Work task
The entries below are to be reproduced exactly, with their pictures omitted.

=====

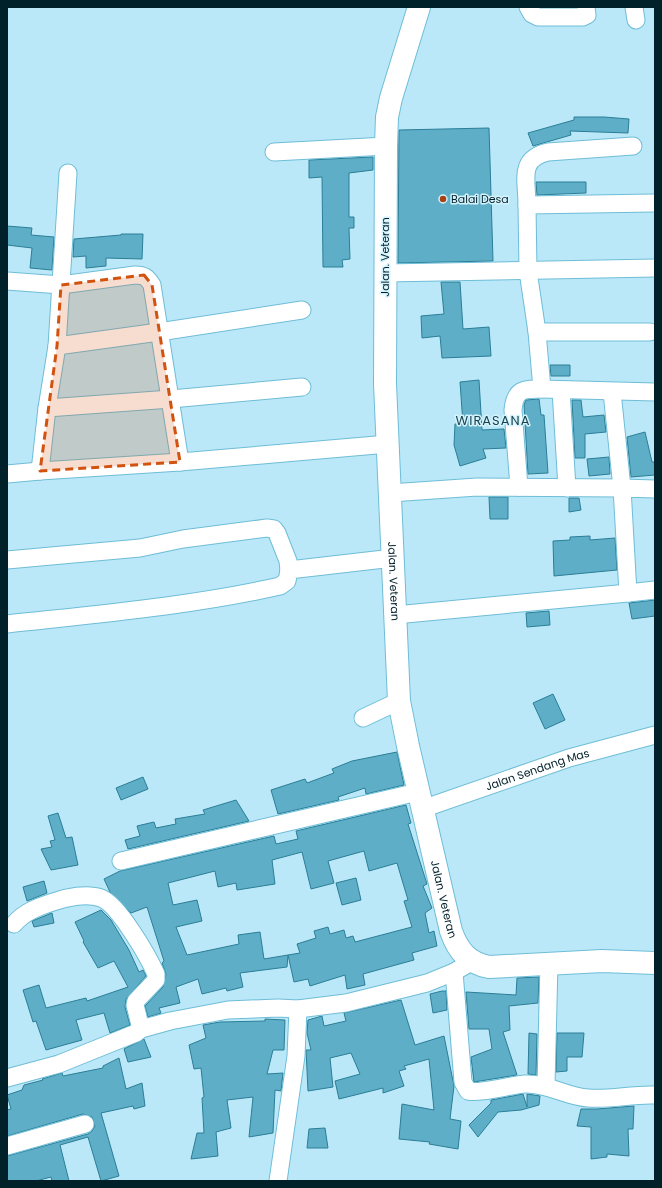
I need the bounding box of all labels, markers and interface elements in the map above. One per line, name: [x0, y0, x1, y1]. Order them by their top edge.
place label: Balai Desa: [451, 191, 509, 207]
marker: Balai Desa: [438, 194, 448, 204]
street label: Jalan. Veteran: [377, 217, 393, 297]
district label: WIRASANA: [456, 411, 530, 430]
street label: Jalan. Veteran: [384, 541, 403, 621]
street label: Jalan Sendang Mas: [483, 745, 591, 794]
street label: Jalan. Veteran: [427, 859, 461, 941]

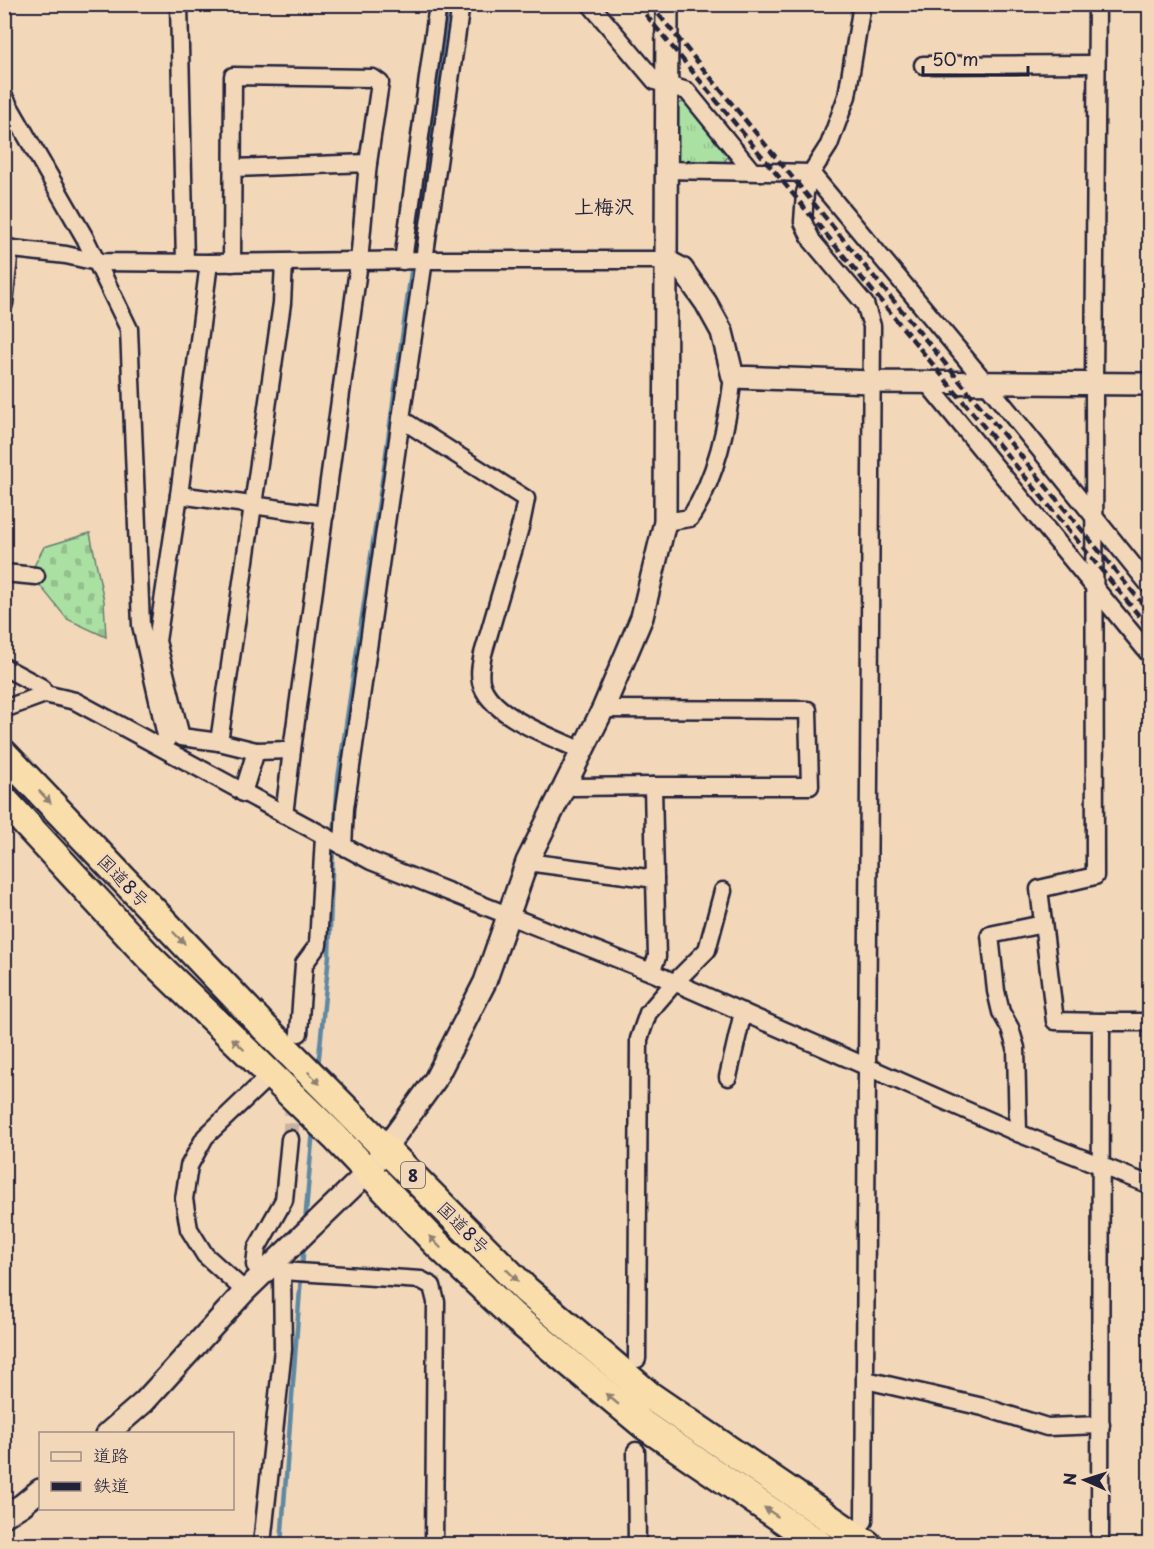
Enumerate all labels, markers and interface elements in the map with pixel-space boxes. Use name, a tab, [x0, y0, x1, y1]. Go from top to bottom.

=====

Answer space
I need the bounding box of all labels, markers and interface elements in the map above. One per line, name: [x0, y0, x1, y1]. Order them by their top edge.
place label: Balai Desa: [451, 191, 509, 207]
marker: Balai Desa: [438, 194, 448, 204]
street label: Jalan. Veteran: [377, 217, 393, 297]
district label: WIRASANA: [456, 411, 530, 430]
street label: Jalan. Veteran: [384, 541, 403, 621]
street label: Jalan Sendang Mas: [483, 745, 591, 794]
street label: Jalan. Veteran: [427, 859, 461, 941]

Enumerate all labels, markers and interface elements in the map with pixel-space boxes. Use name, a tab, [x0, y0, x1, y1]. Go from top to bottom.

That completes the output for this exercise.